## [TASK TO CARRY OUT]
Beginning with the first line, retype exactly the records below up to and including the line with "position:relative; width:888px; height:1220px;"; pictures do not belong in the copy.

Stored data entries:
--

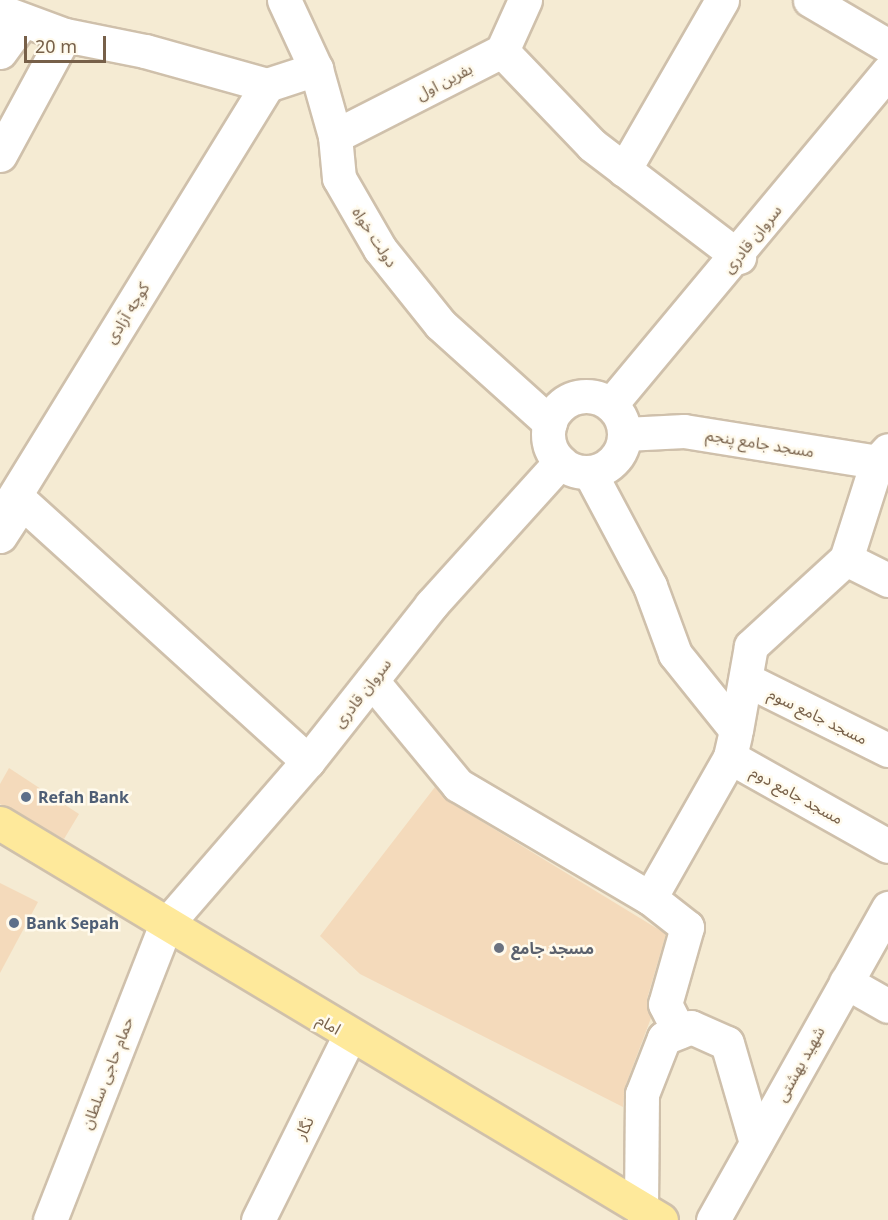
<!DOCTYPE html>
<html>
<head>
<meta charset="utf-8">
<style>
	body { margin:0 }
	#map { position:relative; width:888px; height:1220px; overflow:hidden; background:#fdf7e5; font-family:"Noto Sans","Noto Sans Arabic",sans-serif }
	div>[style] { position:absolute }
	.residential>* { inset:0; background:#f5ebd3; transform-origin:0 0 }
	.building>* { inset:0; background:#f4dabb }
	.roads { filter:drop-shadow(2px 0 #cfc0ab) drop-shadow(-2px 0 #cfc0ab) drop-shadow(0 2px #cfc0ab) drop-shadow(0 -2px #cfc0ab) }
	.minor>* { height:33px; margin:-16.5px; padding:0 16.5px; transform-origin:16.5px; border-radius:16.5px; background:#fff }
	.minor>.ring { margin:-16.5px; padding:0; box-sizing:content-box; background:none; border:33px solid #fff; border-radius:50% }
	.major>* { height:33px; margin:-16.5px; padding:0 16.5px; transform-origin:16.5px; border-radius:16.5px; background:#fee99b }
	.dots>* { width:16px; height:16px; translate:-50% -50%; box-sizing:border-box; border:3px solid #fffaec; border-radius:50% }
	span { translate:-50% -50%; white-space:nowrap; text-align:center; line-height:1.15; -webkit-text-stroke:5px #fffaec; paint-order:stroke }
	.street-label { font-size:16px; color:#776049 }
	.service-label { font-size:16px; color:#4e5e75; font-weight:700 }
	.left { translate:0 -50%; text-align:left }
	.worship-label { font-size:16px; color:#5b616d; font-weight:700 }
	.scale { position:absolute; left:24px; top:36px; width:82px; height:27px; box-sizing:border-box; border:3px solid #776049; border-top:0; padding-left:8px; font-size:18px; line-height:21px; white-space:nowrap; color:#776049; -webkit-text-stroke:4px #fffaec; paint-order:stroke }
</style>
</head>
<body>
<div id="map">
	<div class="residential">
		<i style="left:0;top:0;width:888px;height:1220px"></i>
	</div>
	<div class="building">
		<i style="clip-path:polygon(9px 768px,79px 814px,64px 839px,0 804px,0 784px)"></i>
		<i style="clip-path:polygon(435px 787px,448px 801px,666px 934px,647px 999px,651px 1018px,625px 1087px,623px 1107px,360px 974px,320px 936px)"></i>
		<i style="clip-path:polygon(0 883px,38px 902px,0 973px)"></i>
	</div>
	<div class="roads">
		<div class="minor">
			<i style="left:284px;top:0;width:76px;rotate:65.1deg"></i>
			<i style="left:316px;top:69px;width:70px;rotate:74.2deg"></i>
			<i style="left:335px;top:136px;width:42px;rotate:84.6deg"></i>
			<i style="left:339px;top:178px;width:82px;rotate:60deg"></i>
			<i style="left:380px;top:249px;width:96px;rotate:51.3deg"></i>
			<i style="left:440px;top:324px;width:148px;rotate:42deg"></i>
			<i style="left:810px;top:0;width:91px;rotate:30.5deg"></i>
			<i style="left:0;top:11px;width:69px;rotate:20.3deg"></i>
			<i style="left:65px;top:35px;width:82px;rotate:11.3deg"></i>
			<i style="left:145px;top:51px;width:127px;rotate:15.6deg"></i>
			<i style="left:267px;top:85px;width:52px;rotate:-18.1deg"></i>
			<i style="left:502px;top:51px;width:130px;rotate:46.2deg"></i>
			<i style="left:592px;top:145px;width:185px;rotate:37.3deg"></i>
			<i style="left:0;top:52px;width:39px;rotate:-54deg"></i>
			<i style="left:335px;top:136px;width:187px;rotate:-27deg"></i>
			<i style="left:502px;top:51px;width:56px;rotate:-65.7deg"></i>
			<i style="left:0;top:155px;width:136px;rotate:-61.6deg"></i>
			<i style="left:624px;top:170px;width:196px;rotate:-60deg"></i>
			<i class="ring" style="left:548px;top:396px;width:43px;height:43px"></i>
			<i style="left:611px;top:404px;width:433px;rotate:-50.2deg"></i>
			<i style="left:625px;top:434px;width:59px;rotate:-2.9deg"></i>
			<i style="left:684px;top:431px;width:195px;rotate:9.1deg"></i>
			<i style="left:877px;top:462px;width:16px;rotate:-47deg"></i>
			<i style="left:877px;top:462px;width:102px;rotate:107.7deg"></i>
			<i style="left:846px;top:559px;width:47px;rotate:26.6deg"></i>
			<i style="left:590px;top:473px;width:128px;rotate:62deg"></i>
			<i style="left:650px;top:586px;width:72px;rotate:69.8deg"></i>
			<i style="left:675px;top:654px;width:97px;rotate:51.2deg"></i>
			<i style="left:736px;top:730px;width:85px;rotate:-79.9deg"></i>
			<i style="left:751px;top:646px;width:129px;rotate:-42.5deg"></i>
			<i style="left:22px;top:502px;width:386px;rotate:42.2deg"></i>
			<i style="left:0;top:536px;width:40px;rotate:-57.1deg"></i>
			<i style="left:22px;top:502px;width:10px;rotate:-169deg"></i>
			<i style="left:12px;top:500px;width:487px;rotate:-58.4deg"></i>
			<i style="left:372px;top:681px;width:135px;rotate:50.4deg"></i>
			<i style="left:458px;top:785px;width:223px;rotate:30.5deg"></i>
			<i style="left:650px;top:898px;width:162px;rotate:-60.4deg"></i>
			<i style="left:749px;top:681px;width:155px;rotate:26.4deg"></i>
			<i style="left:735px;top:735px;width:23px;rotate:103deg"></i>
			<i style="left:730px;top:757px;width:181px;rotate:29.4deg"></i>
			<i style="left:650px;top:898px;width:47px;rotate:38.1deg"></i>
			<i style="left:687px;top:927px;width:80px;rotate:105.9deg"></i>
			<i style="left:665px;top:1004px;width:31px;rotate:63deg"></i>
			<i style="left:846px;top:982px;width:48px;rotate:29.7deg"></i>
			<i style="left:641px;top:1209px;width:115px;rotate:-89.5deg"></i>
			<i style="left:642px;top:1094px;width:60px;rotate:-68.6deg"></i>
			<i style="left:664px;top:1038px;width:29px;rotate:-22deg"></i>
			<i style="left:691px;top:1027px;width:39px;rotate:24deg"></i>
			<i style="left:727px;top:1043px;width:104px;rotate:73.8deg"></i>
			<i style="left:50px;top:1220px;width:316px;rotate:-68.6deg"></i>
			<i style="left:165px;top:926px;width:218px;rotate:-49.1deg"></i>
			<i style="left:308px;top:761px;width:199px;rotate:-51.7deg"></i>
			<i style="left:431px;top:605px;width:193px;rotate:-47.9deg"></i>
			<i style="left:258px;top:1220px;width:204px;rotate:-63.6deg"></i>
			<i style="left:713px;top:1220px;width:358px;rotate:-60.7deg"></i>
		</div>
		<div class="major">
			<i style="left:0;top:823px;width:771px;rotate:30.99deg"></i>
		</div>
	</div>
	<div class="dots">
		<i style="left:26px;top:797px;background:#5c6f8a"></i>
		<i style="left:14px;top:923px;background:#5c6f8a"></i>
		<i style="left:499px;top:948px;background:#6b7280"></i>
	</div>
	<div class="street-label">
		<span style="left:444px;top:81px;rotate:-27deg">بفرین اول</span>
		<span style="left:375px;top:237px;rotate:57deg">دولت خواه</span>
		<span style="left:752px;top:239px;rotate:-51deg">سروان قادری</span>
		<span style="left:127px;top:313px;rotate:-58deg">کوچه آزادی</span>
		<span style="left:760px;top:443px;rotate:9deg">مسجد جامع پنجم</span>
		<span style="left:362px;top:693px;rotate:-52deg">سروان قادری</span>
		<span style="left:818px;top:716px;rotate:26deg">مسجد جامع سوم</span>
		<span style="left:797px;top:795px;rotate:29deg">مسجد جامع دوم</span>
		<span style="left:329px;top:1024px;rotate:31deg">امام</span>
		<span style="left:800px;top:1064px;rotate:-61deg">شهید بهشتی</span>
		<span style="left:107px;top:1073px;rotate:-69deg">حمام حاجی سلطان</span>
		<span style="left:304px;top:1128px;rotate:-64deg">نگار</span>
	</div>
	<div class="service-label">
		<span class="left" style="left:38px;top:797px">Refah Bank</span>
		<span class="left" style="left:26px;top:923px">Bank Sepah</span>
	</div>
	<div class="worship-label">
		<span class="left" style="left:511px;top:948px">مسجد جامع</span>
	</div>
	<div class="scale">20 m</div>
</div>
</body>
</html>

--

## [SOLUTION TO THE PROBLEM]
<!DOCTYPE html>
<html>
<head>
<meta charset="utf-8">
<style>
	body { margin:0 }
	#map { position:relative; width:888px; height:1220px; overflow:hidden; background:#fdf7e5; font-family:"Noto Sans","Noto Sans Arabic",sans-serif }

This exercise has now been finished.